------ Data to examine ------

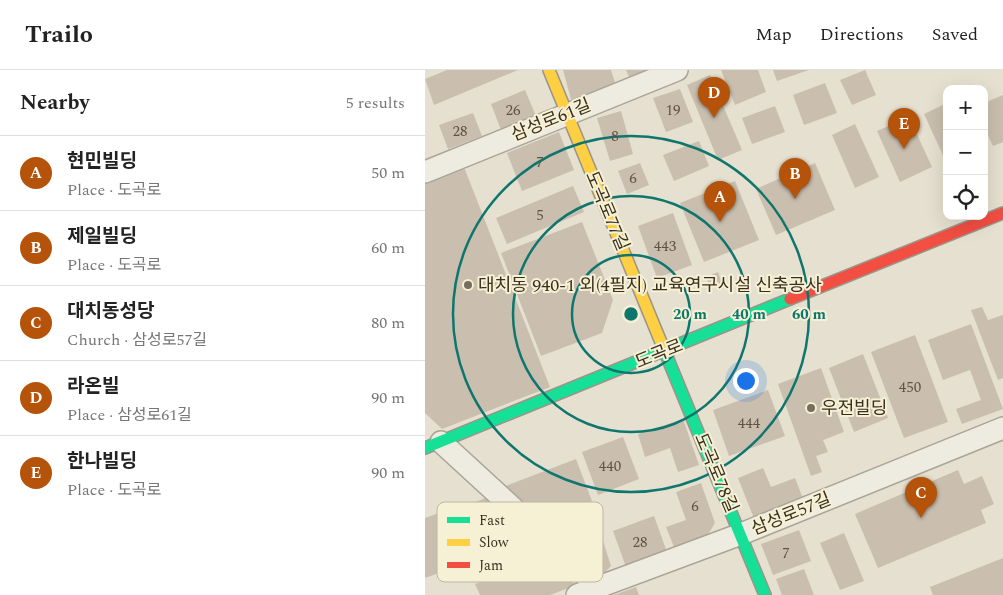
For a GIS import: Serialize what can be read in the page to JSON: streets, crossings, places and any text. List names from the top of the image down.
{
  "streets": {
    "main road": ["도곡로77길", "도곡로", "도곡로78길"],
    "street": ["삼성로61길", "삼성로57길"]
  },
  "crossings": [
    ["삼성로61길", "도곡로77길"],
    ["도곡로77길", "도곡로"],
    ["도곡로77길", "도곡로78길"],
    ["도곡로", "도곡로78길"],
    ["도곡로78길", "삼성로57길"]
  ],
  "places": ["대치동 940-1 외(4필지) 교육연구시설 신축공사", "우전빌딩"],
  "house_numbers": [
    "26",
    "19",
    "28",
    "8",
    "7",
    "6",
    "5",
    "443",
    "450",
    "444",
    "440",
    "6",
    "28",
    "7"
  ],
  "legend": ["Fast", "Slow", "Jam"],
  "page": {
    "header": "Trailo",
    "nav": ["Map", "Directions", "Saved"],
    "heading": ["Nearby", "5 results"],
    "pins": [
      "D",
      "E",
      "B",
      "A",
      "C"
    ],
    "map_buttons": ["+", "−"],
    "list": [
      {
        "mark": "A",
        "name": "현민빌딩",
        "note": "Place · 도곡로",
        "value": "50 m"
      },
      {
        "mark": "B",
        "name": "제일빌딩",
        "note": "Place · 도곡로",
        "value": "60 m"
      },
      {
        "mark": "C",
        "name": "대치동성당",
        "note": "Church · 삼성로57길",
        "value": "80 m"
      },
      {
        "mark": "D",
        "name": "라온빌",
        "note": "Place · 삼성로61길",
        "value": "90 m"
      },
      {
        "mark": "E",
        "name": "한나빌딩",
        "note": "Place · 도곡로",
        "value": "90 m"
      }
    ]
  },
  "rings": ["20 m", "40 m", "60 m"]
}
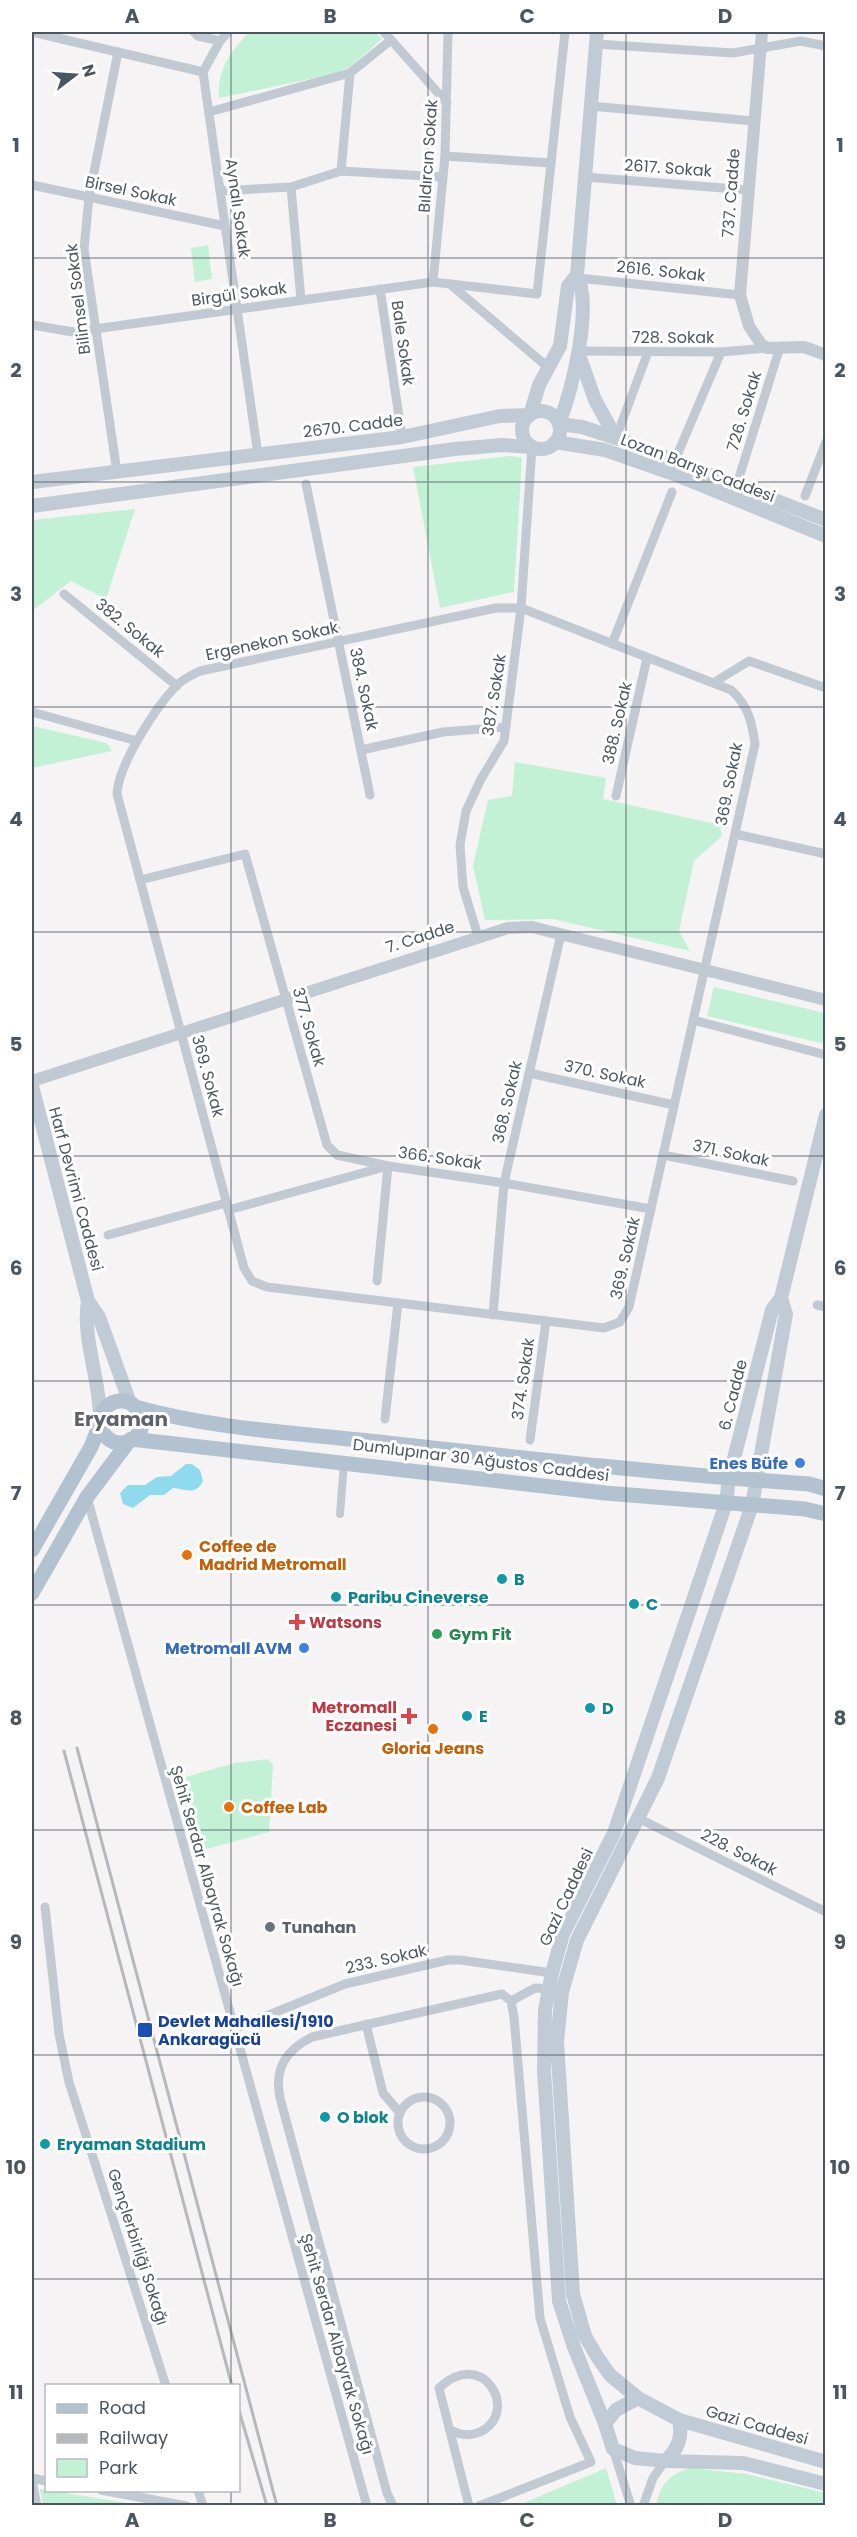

------

▶ What is being asked: Which of the lines above include the word "crossings"? List those lines.

▶ Exercise result:
For a GIS import: Serialize what can be read in the page to JSON: streets, crossings, places and any text. List names from the top of the image down.
  "crossings": [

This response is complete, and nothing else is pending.